The modus operandi of a revolution was about as follows: Whenever a popular man in one of the outlying districts got tired of work he would throw down the ploughshare and say to his numerous friends, “Come, boys, let’s go and tell the president what to do next. If he doesn’t want to do it next, why we’ll do it. If those little blue-coats in the patio don’t tumble over to our side, we’ll knock them over, and run the government on business and patriotic principles, and put the idle money of the treasury in circulation.”
This was the spirit of revolutions in Panama, this democratic spirit that gave any one who had friends the opportunity at any time to serve them by becoming their president. Every man had a right to be the president except the man who was. Instead of countenancing this spirit by starting new revolutions for Uncle Sam to quell, the president-doctor offered us the champagne of good-fellowship and the cigaret of peace. This is Uncle Sam’s kind of revolution. It is the new brand. The old kind is going out. U.S. is no longer a colonel or a judge; he is a peacemaker.

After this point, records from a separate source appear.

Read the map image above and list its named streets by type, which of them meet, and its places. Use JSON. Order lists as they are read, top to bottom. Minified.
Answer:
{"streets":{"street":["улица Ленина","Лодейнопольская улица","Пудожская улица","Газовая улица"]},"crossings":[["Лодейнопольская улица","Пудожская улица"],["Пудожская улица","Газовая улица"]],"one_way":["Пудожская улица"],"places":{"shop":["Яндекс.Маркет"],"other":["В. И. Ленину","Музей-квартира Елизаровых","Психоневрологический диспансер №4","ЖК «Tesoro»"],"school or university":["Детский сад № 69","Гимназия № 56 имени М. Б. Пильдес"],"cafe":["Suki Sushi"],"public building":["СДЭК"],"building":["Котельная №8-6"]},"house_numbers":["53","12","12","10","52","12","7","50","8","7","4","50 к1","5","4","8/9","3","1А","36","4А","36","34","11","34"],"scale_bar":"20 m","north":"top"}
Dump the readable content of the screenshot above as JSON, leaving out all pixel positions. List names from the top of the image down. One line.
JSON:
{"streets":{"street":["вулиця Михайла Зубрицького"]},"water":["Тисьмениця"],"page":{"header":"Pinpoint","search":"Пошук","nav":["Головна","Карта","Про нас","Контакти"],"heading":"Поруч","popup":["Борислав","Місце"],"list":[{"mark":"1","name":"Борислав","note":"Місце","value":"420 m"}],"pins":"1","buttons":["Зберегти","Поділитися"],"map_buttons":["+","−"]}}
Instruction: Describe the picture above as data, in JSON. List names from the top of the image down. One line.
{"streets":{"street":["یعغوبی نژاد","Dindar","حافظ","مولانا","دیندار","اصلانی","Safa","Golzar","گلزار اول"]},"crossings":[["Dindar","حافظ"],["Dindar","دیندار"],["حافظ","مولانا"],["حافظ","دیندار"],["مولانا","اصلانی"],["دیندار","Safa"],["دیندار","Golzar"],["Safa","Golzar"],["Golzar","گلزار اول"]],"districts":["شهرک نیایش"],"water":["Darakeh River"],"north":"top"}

With U.S. out of the way, however, the Panamanians are great fighters. They are not a bit afraid of killing one another, and the man who is afraid of death and bombs had better not run counter to them when they are out for political sport. But if we (U. S.) carry out our peculiar ideas in Panama and establish permanent peace there, what will become of the warriors and the warlike nation? Will they, and it, not become extinct through change of environment? Will not peace kill more in the end than war? When Panama has become U.S.-ified will not the Panamanians become ossified and inert, and those of U. S. who take their places debilitate and degenerate from digging in canal dirt? Are there not blights as well as blessings of peace? Can the Anglo-Saxons permanently conquer the tropics? Not until they grow black in the face.